On May 11, Carla Bley celebrated her 80th birthday with a concert in New York. She could have played any of her compositions that have become jazz standards, or a piece from her new record. But Bley did something riskier: an untested piece she'd only just finished. "This was the perfect opportunity to play it," she says plainly.
Recognized last year as a Jazz Master by the National Endowment for the Arts, Bley is one of few women to have exerted a consistent influence on the male-dominated world of modern jazz for half a century. She was 3 years old when she learned to play piano from her father, who was a piano teacher and choirmaster in Oakland, Calif. Bley remembers writing her first piece of music for her father when she was only 6.

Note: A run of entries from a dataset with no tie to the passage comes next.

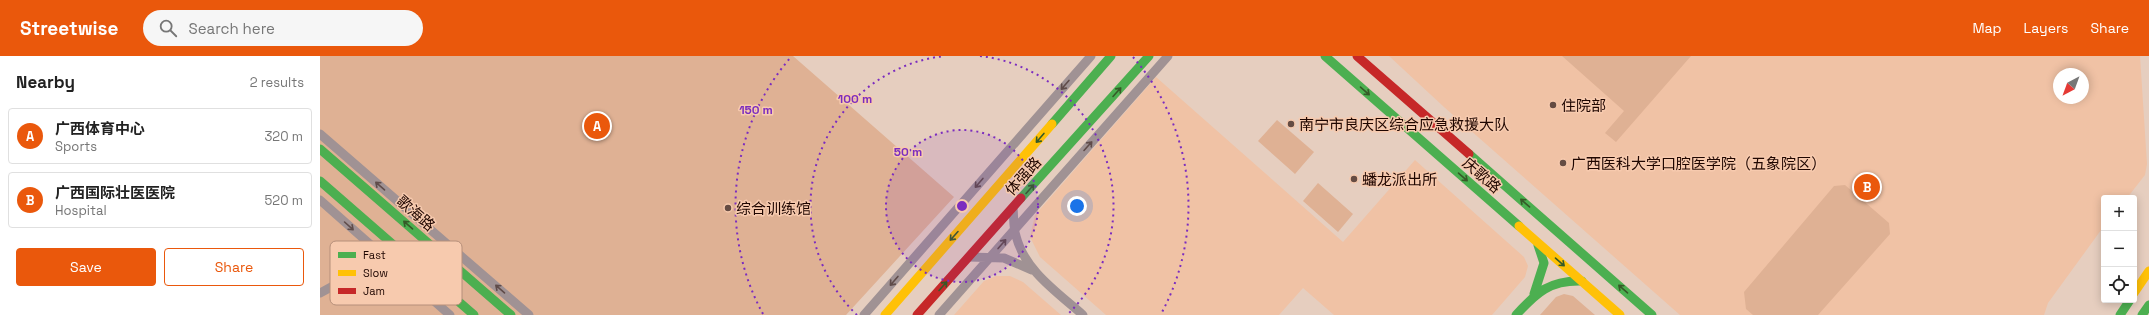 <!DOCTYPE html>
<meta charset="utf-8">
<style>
body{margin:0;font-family:"Space Grotesk","Noto Sans SC",sans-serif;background:#f6f6f6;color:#222}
.controls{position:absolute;right:12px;bottom:12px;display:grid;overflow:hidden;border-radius:4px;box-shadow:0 2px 10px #0003}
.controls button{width:36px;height:36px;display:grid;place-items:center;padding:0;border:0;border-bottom:1px solid #e0e0e0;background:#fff;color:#222;font:20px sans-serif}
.compass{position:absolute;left:1733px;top:12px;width:36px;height:36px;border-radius:50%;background:#fff;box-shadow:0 2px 10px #0003;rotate:221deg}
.you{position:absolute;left:757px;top:150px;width:14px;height:14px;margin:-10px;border:3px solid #fff;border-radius:50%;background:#1a73e8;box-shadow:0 0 0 6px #1a73e833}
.badge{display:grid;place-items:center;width:26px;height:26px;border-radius:50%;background:#ea580c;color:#fff;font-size:13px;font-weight:700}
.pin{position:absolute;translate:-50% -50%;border:2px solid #fff;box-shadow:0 1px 4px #0006}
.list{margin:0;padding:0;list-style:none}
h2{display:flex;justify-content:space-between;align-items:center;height:52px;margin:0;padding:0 16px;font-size:17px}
h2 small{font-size:13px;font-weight:400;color:#767676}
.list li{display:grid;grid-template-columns:26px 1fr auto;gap:12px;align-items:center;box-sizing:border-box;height:56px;margin:0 8px 8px;padding:0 8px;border:1px solid #e0e0e0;border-radius:4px}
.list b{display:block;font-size:15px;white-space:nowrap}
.list p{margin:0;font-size:13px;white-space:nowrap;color:#767676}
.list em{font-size:13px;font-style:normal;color:#767676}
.actions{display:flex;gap:8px;padding:12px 16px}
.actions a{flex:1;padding:9px 0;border:1px solid #ea580c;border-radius:4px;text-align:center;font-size:14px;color:#ea580c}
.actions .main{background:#ea580c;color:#fff}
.icon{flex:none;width:22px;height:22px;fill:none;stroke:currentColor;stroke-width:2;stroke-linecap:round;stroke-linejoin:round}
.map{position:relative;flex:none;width:1829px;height:259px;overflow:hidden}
header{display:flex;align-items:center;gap:24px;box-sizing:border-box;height:56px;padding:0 20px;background:#ea580c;color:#fff}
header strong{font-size:19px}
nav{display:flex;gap:22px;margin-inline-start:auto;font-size:14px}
.search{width:280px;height:36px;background:#f6f6f6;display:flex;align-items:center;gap:10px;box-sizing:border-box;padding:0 14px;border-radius:22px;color:#767676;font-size:15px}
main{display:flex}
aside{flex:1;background:#fff}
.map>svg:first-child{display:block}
.built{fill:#f0c2a5;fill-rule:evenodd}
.green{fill:#dfb194}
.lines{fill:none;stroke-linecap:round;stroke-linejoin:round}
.street{stroke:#a09294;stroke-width:9}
.fast{stroke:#4caf50;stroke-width:9}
.slow{stroke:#ffc107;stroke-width:9}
.jam{stroke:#c62828;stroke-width:9}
.oneway{stroke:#604c4a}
.oneway2{stroke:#365a28}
.ring{fill:none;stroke:#7b2cbf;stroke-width:2;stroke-dasharray:2 4}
.poi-dot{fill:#654c43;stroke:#f7caae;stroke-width:1.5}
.labels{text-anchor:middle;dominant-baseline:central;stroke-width:3;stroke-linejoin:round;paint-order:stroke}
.poi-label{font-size:15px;fill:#1f0600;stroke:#f7caae;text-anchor:start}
.street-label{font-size:15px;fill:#1f0600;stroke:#f7caae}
.key{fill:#f7caae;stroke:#b68f7a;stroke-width:1}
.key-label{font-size:11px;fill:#1f0600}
.centre{fill:#7b2cbf;stroke:#f7caae;stroke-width:2}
.ring-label{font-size:12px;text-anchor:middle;font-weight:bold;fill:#7b2cbf;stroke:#f7caae;stroke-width:3;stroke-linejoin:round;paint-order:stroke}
</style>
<header>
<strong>Streetwise</strong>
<div class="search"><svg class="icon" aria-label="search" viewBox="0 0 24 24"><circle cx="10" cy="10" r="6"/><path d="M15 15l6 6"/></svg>Search here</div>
<nav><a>Map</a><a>Layers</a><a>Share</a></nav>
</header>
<main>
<aside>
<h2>Nearby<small>2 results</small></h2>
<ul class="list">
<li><span class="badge">A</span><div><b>广西体育中心</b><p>Sports</p></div><em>320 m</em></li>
<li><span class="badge">B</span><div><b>广西国际壮医医院</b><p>Hospital</p></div><em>520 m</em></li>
</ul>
<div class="actions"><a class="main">Save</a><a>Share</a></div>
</aside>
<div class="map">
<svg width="1829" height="259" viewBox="0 0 1829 259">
<rect width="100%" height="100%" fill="#e6cebf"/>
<path class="built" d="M1069 0H1820L1827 108 1825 119 1807 142H1784V170L1728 247 1724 259H1360L1124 51ZM1739 18H1763V42H1739Z
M836 21 1023 186 1095 104 1204 201 1208 210 1205 221 1172 259H1014L983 232 959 259H786L720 201 710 181 715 159Z
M676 220H690L703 226 741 259H634L664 225Z"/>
<path class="green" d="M0 0H473L634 141 526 259H0Z
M1242 0H1371L1296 86 1285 77 1304 55Z
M957 64 994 96 975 118 938 85Z
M998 127 1033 158 1018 176 983 145Z
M1525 129 1569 167 1570 178 1498 259H1433L1426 253 1424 236 1514 130Z
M1244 238 1253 240 1275 259H1220L1236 241Z"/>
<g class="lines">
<path class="street" d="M0 78 209 259
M0 144 130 259
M693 152C694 161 693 171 696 180 705 215 737 236 763 259
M649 201 684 202 712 214
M0 237 24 224
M544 259 771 0
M619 259 848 0"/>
<path class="fast" d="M1005 0 1199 170
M732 68 791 0
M0 93 191 259
M1149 98 1332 259
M0 125 154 259
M701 142 829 0
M1214 238 1224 207 1218 189
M1196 259C1217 236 1230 224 1262 225
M1800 259 1810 244
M1822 259 1829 249"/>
<path class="slow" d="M1199 170 1300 259
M1814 237 1829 215
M565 259 732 68"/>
<path class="jam" d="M1037 0 1149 98
M597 259 701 142"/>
</g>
<defs><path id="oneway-shaft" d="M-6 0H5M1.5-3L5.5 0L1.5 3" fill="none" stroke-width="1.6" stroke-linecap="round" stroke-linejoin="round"/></defs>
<g class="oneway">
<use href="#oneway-shaft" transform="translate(745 29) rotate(131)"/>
<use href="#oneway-shaft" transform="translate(768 90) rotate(-48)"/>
<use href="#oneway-shaft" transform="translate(659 127) rotate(131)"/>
<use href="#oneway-shaft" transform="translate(60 130) rotate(-139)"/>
<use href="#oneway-shaft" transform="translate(29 170) rotate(42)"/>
<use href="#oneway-shaft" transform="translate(682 188) rotate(-49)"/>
<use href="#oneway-shaft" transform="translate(574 225) rotate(131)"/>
<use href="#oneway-shaft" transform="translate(180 233) rotate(-139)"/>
</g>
<g class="oneway2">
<use href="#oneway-shaft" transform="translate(1045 35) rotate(41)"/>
<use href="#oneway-shaft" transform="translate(797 36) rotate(-48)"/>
<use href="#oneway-shaft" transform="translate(720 82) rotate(131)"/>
<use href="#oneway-shaft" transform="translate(1143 121) rotate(41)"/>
<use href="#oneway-shaft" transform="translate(710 133) rotate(-48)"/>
<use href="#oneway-shaft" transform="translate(1205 147) rotate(-139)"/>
<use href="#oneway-shaft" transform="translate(88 169) rotate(-139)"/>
<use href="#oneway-shaft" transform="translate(634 180) rotate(132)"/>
<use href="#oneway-shaft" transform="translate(1240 206) rotate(41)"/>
<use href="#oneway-shaft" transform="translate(623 230) rotate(-48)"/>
<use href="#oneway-shaft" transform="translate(1303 233) rotate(-139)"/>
</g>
<circle cx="642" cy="150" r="76" fill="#7b2cbf" fill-opacity=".12"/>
<g class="ring">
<circle cx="642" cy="150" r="76"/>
<path d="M537 259A151 151 0 0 1 624 0M660 0A151 151 0 0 1 747 259"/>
<path d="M443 258A227 227 0 0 1 471 1M813 1A227 227 0 0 1 841 258"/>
</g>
<g class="poi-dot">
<circle cx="1233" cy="49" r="4"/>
<circle cx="971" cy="68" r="4"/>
<circle cx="1243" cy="107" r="4"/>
<circle cx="1034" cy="123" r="4"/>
<circle cx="408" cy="152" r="4"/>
</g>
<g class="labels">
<g class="poi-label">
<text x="1241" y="49">住院部</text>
<text x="979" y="68">南宁市良庆区综合应急救援大队</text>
<text x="1251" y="107">广西医科大学口腔医学院（五象院区）</text>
<text x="1042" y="123">蟠龙派出所</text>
<text x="416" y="152">综合训练馆</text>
</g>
<g class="street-label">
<text transform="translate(1162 119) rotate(41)">庆歌路</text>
<text transform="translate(703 120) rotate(-48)">体强路</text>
<text transform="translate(96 157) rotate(41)">歌海路</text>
</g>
</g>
<rect x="10" y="185" width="132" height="64" rx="6" class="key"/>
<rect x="18" y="196" width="18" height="6" fill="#4caf50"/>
<rect x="18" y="214" width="18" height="6" fill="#ffc107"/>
<rect x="18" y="232" width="18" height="6" fill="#c62828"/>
<g class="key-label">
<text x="43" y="203">Fast</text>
<text x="43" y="221">Slow</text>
<text x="43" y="239">Jam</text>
</g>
<circle cx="642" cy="150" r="6" class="centre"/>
<g class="ring-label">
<text x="535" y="47">100 m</text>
<text x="436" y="58">150 m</text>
<text x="588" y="100">50 m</text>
</g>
</svg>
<div class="controls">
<button>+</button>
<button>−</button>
<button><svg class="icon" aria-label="locate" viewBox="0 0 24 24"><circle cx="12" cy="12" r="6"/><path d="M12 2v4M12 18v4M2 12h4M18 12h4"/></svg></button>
</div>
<svg class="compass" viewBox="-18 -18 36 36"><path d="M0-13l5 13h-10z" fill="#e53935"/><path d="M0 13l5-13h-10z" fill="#767676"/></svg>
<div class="you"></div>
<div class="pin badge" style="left:277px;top:70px">A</div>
<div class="pin badge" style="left:1547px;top:131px">B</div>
</div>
</main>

"He gave me a sheet of music paper," she says, "and he said, 'You just put dots. And depending on where you put the dots, that's the note you're gonna hear.' So the next lesson I showed up with the page full of dots. It was like a starry sky. And he said, 'That's too many dots.' So I took most of them away. And I'm still working on it, taking them away."
Bass player Steve Swallow has worked with Bley for 50 years. They've also been married for the last 30.
"Carla developed a very spare, pared down kind of writing," he says. "This is perfect for the improviser, because then the improviser can take that and add back again what has been taken away. It's a perfect symbiotic relationship."
Bley was 17 when she moved to New York, lured by the jazz she'd heard on the radio and in clubs in California.
"It was just, really, the devil's music — and boy, was that great." she says. "As a little church girl, I was in heaven."
Bley arrived in New York in the mid-1950s when she arrived, and took menial jobs at local jazz joints so she could hear the music. She remembers in particular her gig as a cigarette girl at Birdland.
"I would stand right in front of the bandstand and hear all the great bands, all the great musicians — and sold very few cigarettes," she says. "If someone asked me for a pack of Luckies, I would say, 'Wait until the intermission.' I was not a good cigarette girl."
But Bley's larger career was just getting started. Her big breakout as a composer was a sprawling 1971 jazz opera called Escalator Over the Hill that involved dozens of musicians, including Jack Bruce, Charlie Haden, Paul Motian and Linda Ronstadt.
"She's always got a smile on her face while she's directing these huge bands of these amazing players," says Amy Beal, a music professor at the University of California, Santa Cruz. She wrote a book about Carla Bley, and says you shouldn't let the high-wattage smile fool you.
"She's very, very clear about what she wants," she says. "I don't see her making compromises at all. And I think she's been able to do that somehow by force of her personality, and the strength of her music."
Bley composed and arranged for Charlie Haden's Liberation Music Orchestra, and led her own big band. But for the last 20 years, she has mostly settled down into a smaller group: a trio with Swallow on bass and saxophonist Andy Sheppard. Bley insists she's not a natural performer.
"The playing thing happened really reluctantly and slowly," she says. "There were a lot of players out there. Why did I have to play? I was a writer."
She credits her husband with teaching her how to become a piano player, but he politely disagrees.
"Actually, that's an overstatement," Swallow says. "She's always spent a great deal of time at the piano. But most of that time has been spent laboring mightily over what the next note is going to be. What I was doing was just kind of poking at her until she got a little faster at the process, that's all."
And her pace as a composer hasn't slowed down as she enters her ninth decade. Even though she's just released a new album, Bley's eyes really light up when she talks about her next project, which she'll record in a few weeks in Germany.
"It's big band and boys choir," she says. "I've gotten down to a trio, but I'm still trying to get this one last grandiose idea recorded."